I've been taking notice of the debates surrounding proposed changes to Social Security lately, mostly because Josh Marshall has been blogging about it a lot, pointing to all kinds of information sources, such as thereisnocrisis.com and this editorial in the Star-Tribune exposing problems with the Heritage Foundation's -- and the Bush Administration's -- claim that African Americans do not benefit as much from Social Security as whites due to shorter life expectancy (an argument taken up again in today's New York Times).
Okay, so one of my new endeavors has been trying to keep up with the publications that are coming out of think tanks, and to that end, I've been checking The Brookings Institution's site periodically. On it, I found the big wake-up call, an essay that describes the stakes with vigilant lucidity:
At the libertarian Cato Institute, Michael Tanner, the director of the project on Social Security choice, makes the same case. "We're changing fundamentally the relationship of people to their government," he says. It would be "the biggest shift since the New Deal."

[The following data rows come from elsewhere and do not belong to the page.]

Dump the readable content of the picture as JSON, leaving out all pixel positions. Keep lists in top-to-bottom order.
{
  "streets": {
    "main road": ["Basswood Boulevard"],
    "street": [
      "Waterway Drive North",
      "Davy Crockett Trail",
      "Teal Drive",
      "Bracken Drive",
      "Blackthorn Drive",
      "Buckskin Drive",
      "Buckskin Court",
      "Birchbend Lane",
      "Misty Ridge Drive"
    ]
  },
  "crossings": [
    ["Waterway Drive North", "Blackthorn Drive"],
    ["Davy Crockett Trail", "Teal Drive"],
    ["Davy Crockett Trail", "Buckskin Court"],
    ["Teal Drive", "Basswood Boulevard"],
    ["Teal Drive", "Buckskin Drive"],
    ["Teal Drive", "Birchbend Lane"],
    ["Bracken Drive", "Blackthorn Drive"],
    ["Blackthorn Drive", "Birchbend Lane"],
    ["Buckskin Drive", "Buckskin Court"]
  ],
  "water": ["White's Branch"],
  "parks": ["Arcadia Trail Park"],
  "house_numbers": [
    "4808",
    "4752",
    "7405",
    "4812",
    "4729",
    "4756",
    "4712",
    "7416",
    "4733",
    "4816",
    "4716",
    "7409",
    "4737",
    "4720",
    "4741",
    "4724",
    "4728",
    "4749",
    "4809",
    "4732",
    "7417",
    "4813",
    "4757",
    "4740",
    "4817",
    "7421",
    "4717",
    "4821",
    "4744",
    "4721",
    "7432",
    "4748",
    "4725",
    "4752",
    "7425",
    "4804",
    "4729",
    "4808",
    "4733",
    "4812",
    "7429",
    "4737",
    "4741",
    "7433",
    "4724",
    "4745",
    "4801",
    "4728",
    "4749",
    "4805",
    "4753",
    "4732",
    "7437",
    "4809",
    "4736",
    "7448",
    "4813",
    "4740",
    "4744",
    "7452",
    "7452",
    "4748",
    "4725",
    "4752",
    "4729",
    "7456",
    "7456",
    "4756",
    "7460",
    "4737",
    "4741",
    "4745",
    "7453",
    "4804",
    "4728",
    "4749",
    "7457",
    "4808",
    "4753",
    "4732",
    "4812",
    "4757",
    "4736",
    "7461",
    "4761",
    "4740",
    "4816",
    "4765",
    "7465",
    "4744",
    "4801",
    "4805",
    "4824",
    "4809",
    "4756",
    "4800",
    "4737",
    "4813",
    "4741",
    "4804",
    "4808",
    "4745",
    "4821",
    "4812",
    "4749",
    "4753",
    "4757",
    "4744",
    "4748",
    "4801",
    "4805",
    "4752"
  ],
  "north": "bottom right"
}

Bingo. Once you cancel the zeros on both sides of the equation, neither creating private Social Security accounts nor ratcheting down the growth of future benefits would be an economic milestone. Conservatives need to frame Social Security reform as a dollars-and-cents issue, but that is not really why they are excited. What they really hope to change is not the American economy but the American psyche.
Conservatives used to speak derisively of liberal social engineering. The attempt to create private Social Security accounts is, so to speak, conservative social counter-engineering. Government should help provide for unforeseeable contingencies: tsunamis, unemployment, open-heart surgery. But if there is one event in all of human life that is wholly foreseeable, it is the advent of old age. Why, then, shouldn't people save for their own retirement, instead of relying on welfare from the government — which is what Social Security, as currently constituted, really is?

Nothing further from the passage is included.